Capítulo 126 Una tarde de reuniones en la mansión bourth
Por la tarde, la mansión Bourth se llenó de vida con la llegada de los invitados. Massimo, Mateo, Emilio, Paolo, Maximiliano y Mauricio Sotelo, junto con Sofía, Alba, Valentino, Felipe, Demetrio y Alejandro, fueron recibidos cordialmente por Enzo, quien, aunque seguía herido, mantenía su compostura habitual.

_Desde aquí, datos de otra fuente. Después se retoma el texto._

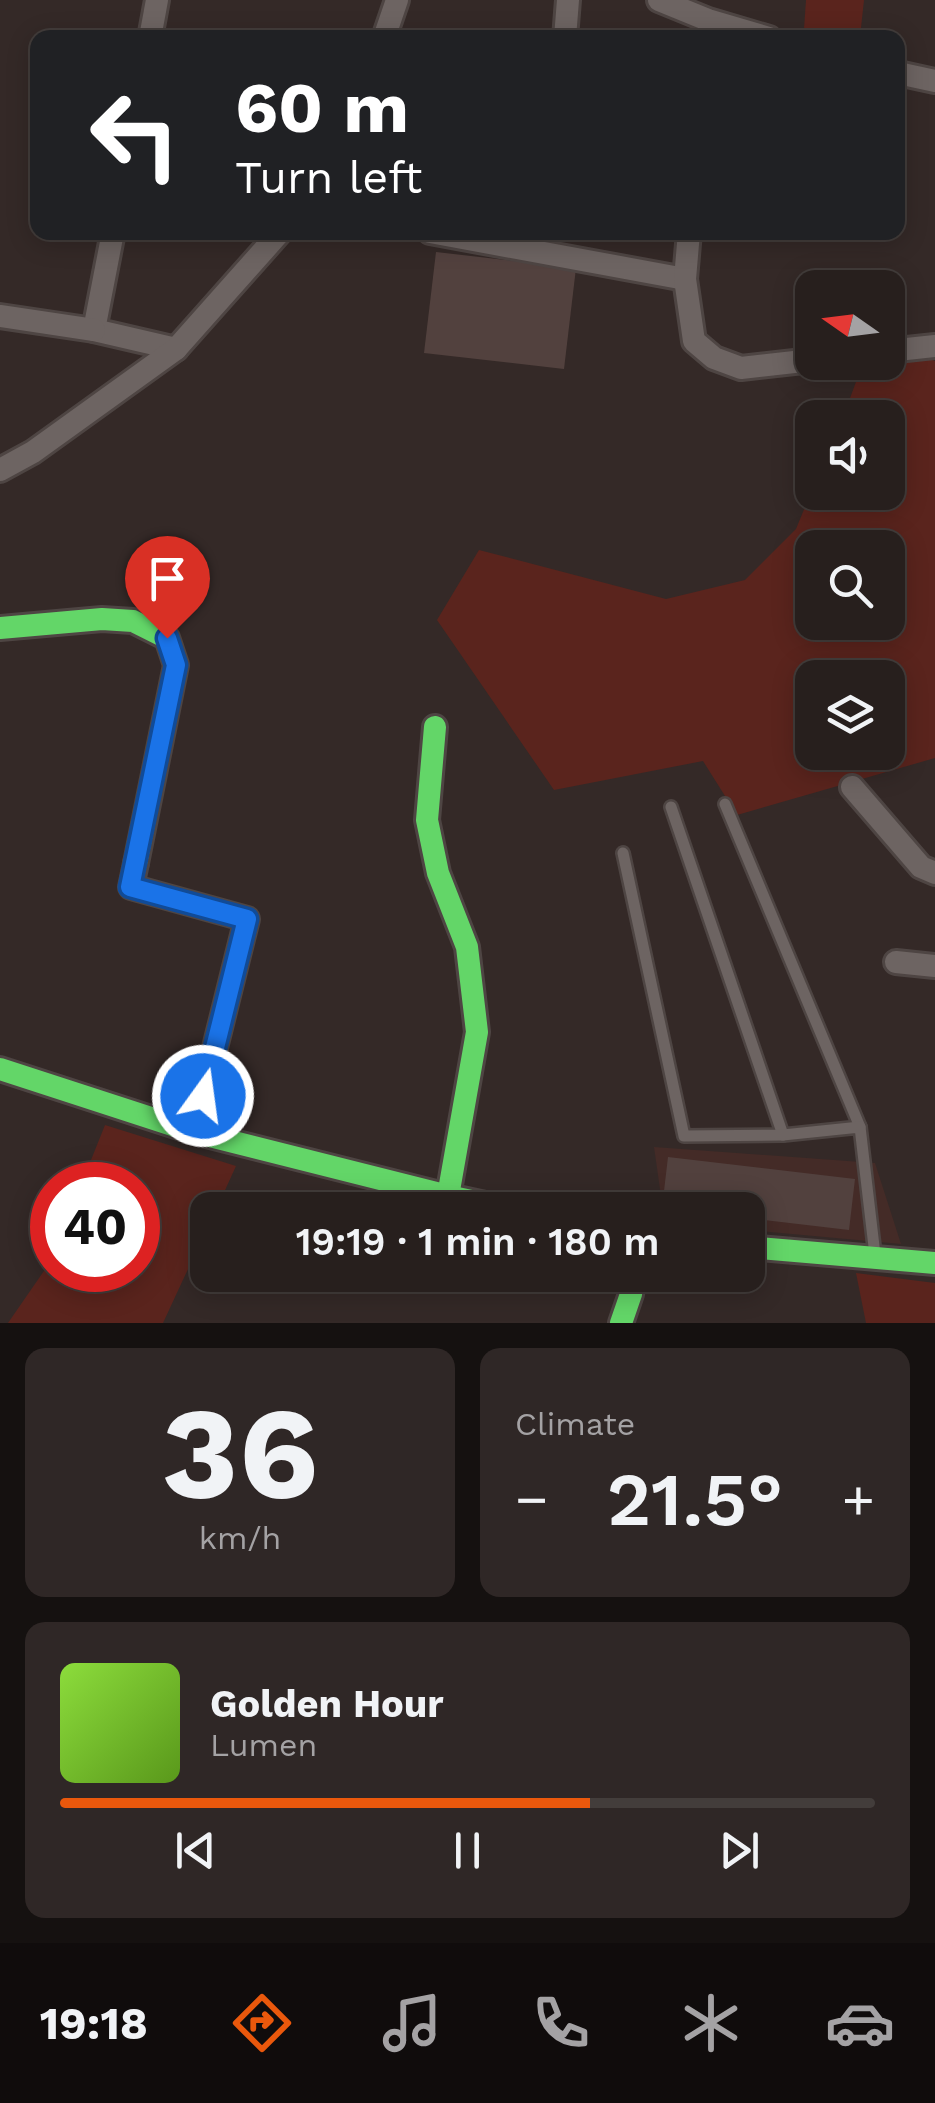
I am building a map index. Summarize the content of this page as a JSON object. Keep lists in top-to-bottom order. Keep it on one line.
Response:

Cookie, el cachorro de Amatista, no tardó en hacer de las suyas. Apenas Valentino se sentó, el travieso perro comenzó a atacar sus zapatos.
—¡Enzo! ¿Puedes hacer algo con este perro? —protestó Valentino, intentando alejar al cachorro mientras agitaba el pie—. Me estoy cansando de comprar zapatos nuevos cada vez que vengo.
Enzo se rió con ganas, disfrutando del momento.
—Te regalaré diez pares de zapatos nuevos, ¿qué te parece? —respondió con una sonrisa burlona.
Valentino suspiró, exasperado.
—Preferiría volver a casa con los que ya tengo intactos.
Mientras Valentino seguía luchando con Cookie, Emilio aprovechó la pausa para preguntar:
—¿Y Amatista? ¿Cómo sigue?
Enzo, con tranquilidad, respondió:
—Está bien. Iré a buscarla.
Con paso decidido, se dirigió hacia la oficina de Amatista. Al entrar, la encontró concentrada, trabajando en nuevos diseños.
—La visita ya llegó —le avisó, apoyándose ligeramente contra el marco de la puerta.
Amatista asintió, dejando a un lado sus bocetos. Sin embargo, antes de que pudiera salir, Enzo entró en la habitación y la tomó suavemente del rostro, robándole un beso.
—¿Qué haces? —preguntó ella, divertida, entre risas.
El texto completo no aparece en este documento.